3つの力と5つのディシプリン

「学習する組織(ラーニング・オーガニゼーション)」は、マサチューセッツ工科大学(MIT)のピーター・センゲが提唱した新しい組織の概念であり、実践のための手法体系です。

『「学習する組織」入門――自分・チーム・会社が変わる 持続的成長の技術と実践』小田 理一郎著(英治出版刊)

センゲの著書『学習する組織』は世界で250万部を超えるベストセラーとなり、このアプローチはナイキ、ユニリーバ、インテル、VISA、世界銀行など多くの企業・組織に取り入れられてきました。日本でも、日産、リクルート、国際協力機構などで導入され、学習する組織を目指す取り組みが近年広がっています。
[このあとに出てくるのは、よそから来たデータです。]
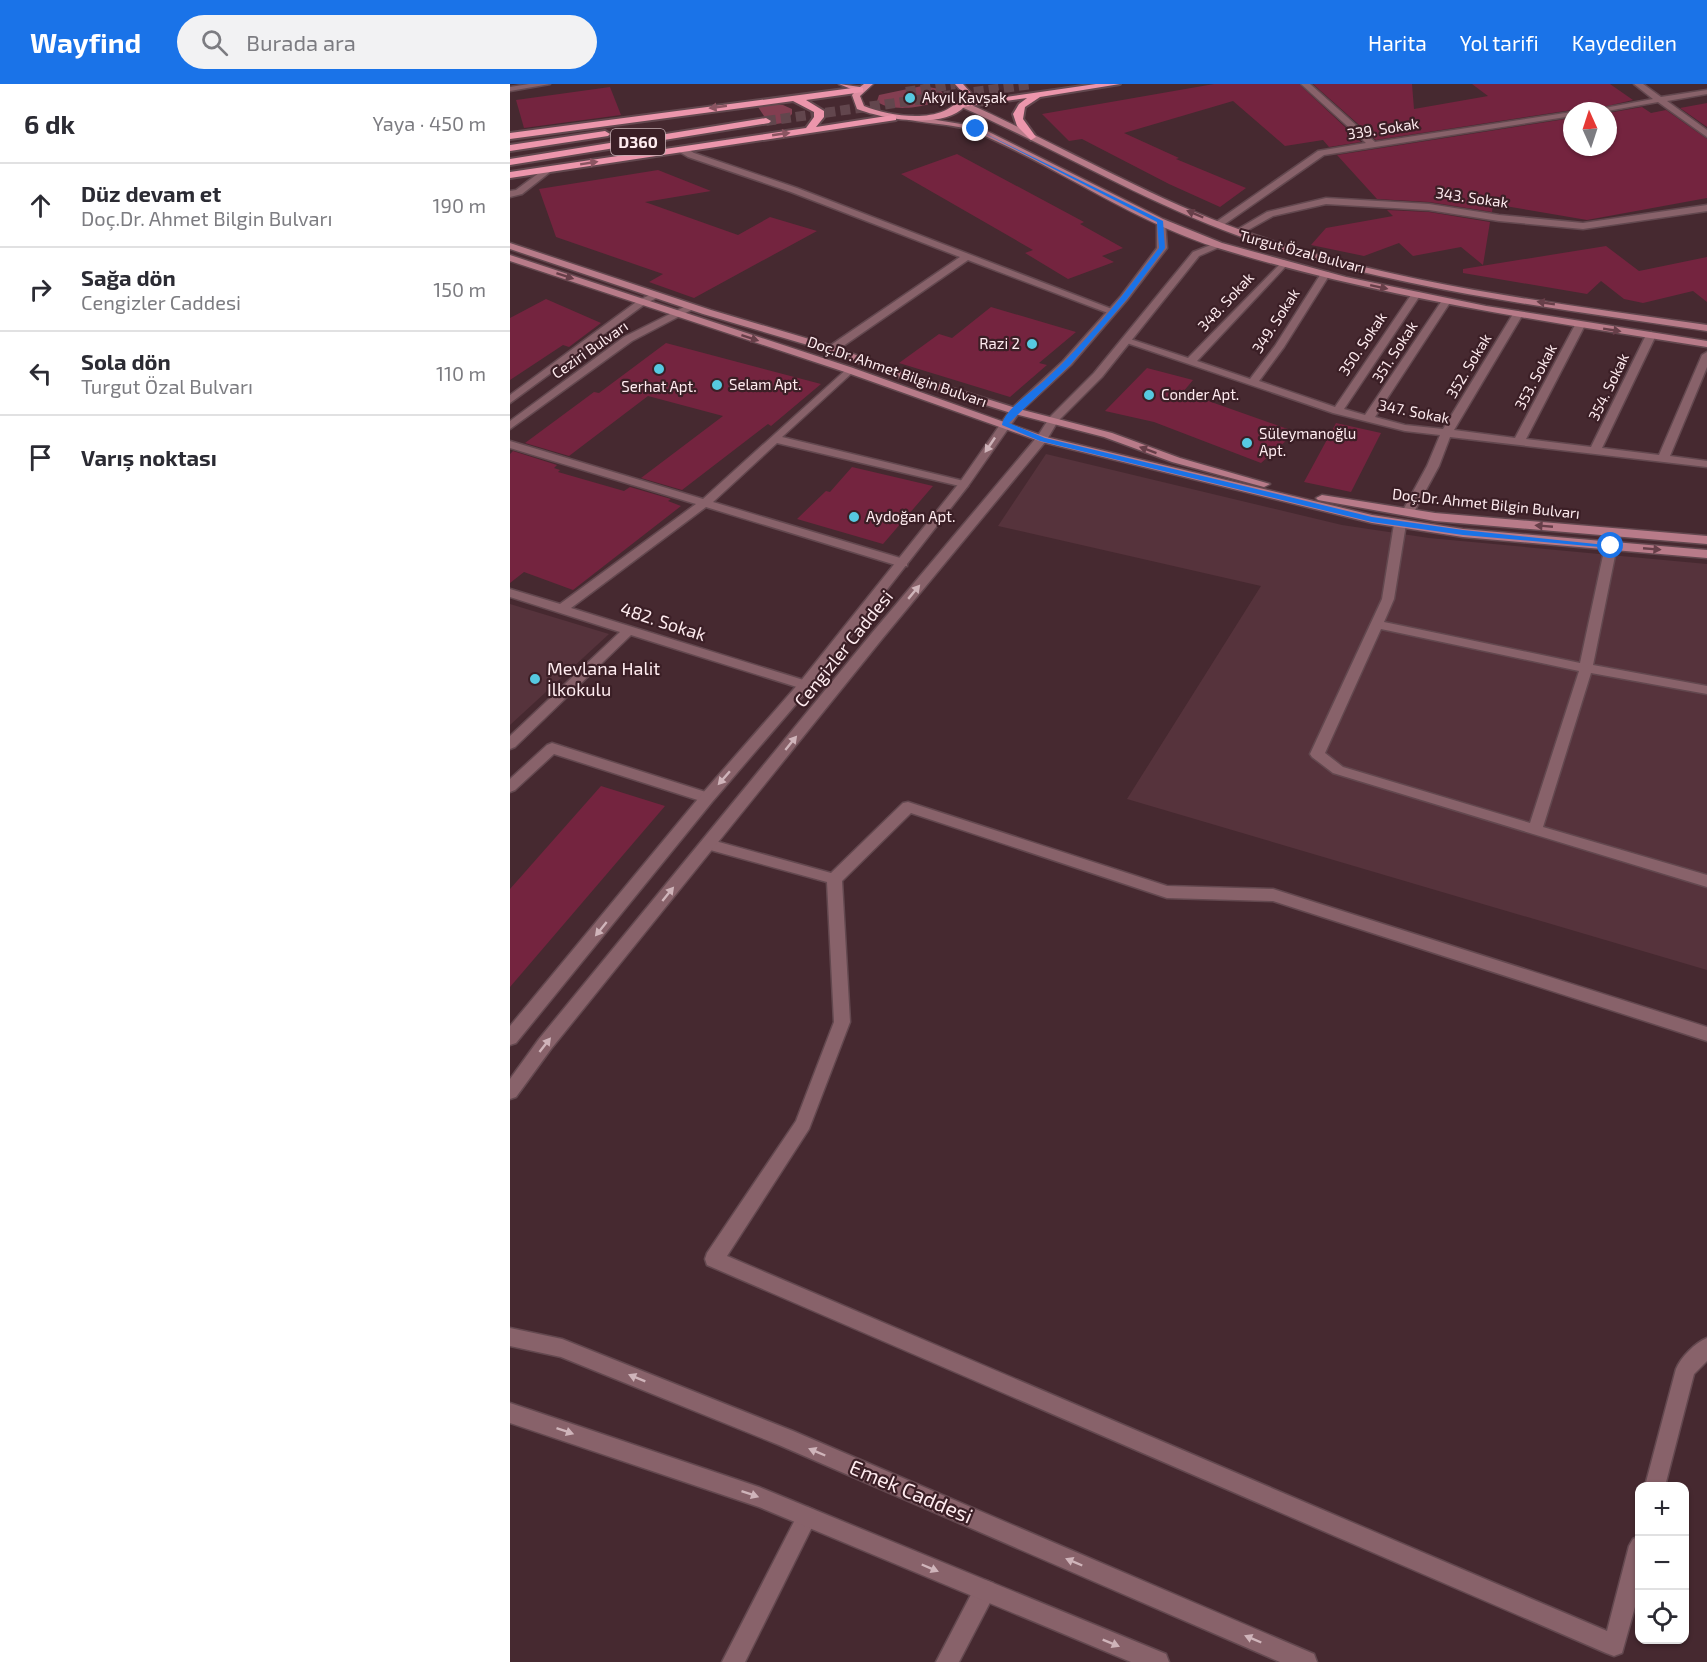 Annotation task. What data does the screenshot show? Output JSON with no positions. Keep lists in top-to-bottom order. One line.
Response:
{"streets":{"highway":["D360"],"main road":["Turgut Özal Bulvarı","Doç.Dr. Ahmet Bilgin Bulvarı"],"street":["339. Sokak","343. Sokak","348. Sokak","349. Sokak","350. Sokak","Ceziri Bulvarı","351. Sokak","352. Sokak","353. Sokak","354. Sokak","347. Sokak","482. Sokak","Cengizler Caddesi","Emek Caddesi"]},"crossings":[["339. Sokak","Turgut Özal Bulvarı"],["343. Sokak","Turgut Özal Bulvarı"],["Turgut Özal Bulvarı","348. Sokak"],["Turgut Özal Bulvarı","349. Sokak"],["Turgut Özal Bulvarı","350. Sokak"],["Turgut Özal Bulvarı","351. Sokak"],["Turgut Özal Bulvarı","352. Sokak"],["Turgut Özal Bulvarı","353. Sokak"],["Turgut Özal Bulvarı","354. Sokak"],["Turgut Özal Bulvarı","Cengizler Caddesi"],["348. Sokak","347. Sokak"],["349. Sokak","347. Sokak"],["350. Sokak","347. Sokak"],["Ceziri Bulvarı","Doç.Dr. Ahmet Bilgin Bulvarı"],["351. Sokak","347. Sokak"],["352. Sokak","Doç.Dr. Ahmet Bilgin Bulvarı"],["352. Sokak","347. Sokak"],["Doç.Dr. Ahmet Bilgin Bulvarı","Cengizler Caddesi"],["353. Sokak","347. Sokak"],["354. Sokak","347. Sokak"],["347. Sokak","Cengizler Caddesi"],["482. Sokak","Cengizler Caddesi"]],"places":["Akyıl Kavşak","Razi 2","Serhat Apt.","Selam Apt.","Conder Apt.","Süleymanoğlu Apt.","Aydoğan Apt.","Mevlana Halit İlkokulu"],"north":"top","page":{"header":"Wayfind","search":"Burada ara","nav":["Harita","Yol tarifi","Kaydedilen"],"heading":["6 dk","Yaya · 450 m"],"list":[["Düz devam et","Doç.Dr. Ahmet Bilgin Bulvarı","190 m"],["Sağa dön","Cengizler Caddesi","150 m"],["Sola dön","Turgut Özal Bulvarı","110 m"],"Varış noktası"],"map_buttons":["+","−"]}}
「学習する組織」とは、「目的に向けて効果的に行動するために、集団としての意識と能力を継続的に高め、伸ばし続ける組織」です。目的を達成するために自らを磨き、目的に達したらさらに高い目的を設定して能力と意識を高め続けていく。そんな組織です。

より具体的にいえば、学習する組織のアプローチでは、次の3つの学習能力を磨いていきます。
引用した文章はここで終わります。